Leaving the pictures aside, transcribe the data below exactly.

======== SUPPLIED MATERIAL ========

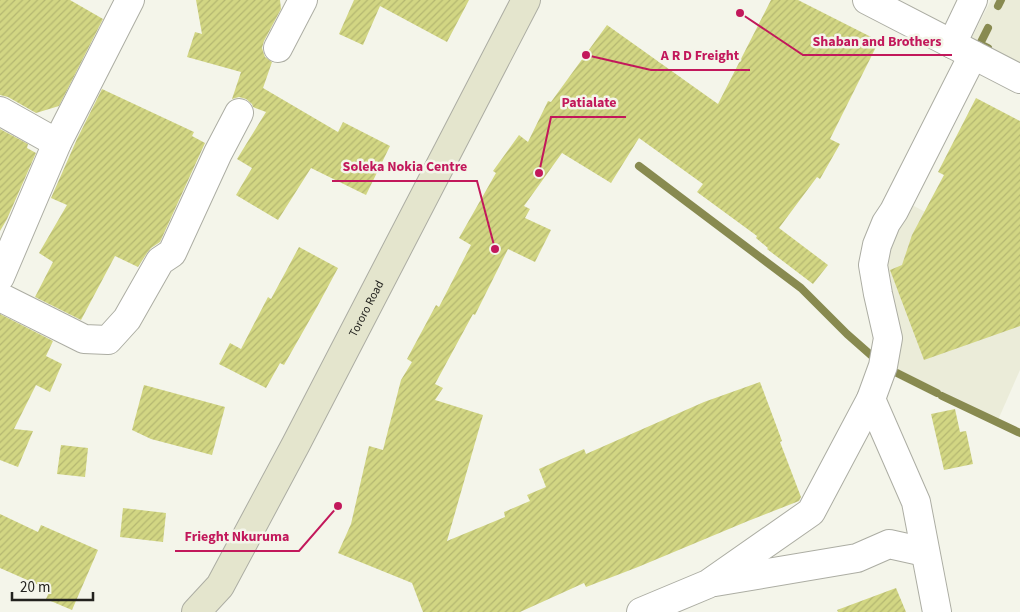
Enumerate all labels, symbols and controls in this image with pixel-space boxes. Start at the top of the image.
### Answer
callout: Shaban and Brothers [803,26,952,55]
text: Shaban and Brothers [813,32,942,52]
callout: A R D Freight [651,41,750,70]
text: A R D Freight [660,46,740,66]
callout: Patialate [551,88,626,117]
text: Patialate [561,93,617,113]
callout: Soleka Nokia Centre [332,152,477,181]
text: Soleka Nokia Centre [343,157,467,177]
street label: Tororo Road [344,277,388,340]
callout: Frieght Nkuruma [175,522,299,551]
text: Frieght Nkuruma [185,527,289,547]
scale bar [12,570,94,602]
text: 20 m [20,577,50,598]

========

_RESPONSE AREA_
Enumerate all labels, symbols and controls in this image with pixel-space boxes. Start at the top of the image.
### Answer
callout: Shaban and Brothers [803,26,952,55]
text: Shaban and Brothers [813,32,942,52]
callout: A R D Freight [651,41,750,70]
text: A R D Freight [660,46,740,66]
callout: Patialate [551,88,626,117]
text: Patialate [561,93,617,113]
callout: Soleka Nokia Centre [332,152,477,181]
text: Soleka Nokia Centre [343,157,467,177]
street label: Tororo Road [344,277,388,340]
callout: Frieght Nkuruma [175,522,299,551]
text: Frieght Nkuruma [185,527,289,547]
scale bar [12,570,94,602]
text: 20 m [20,577,50,598]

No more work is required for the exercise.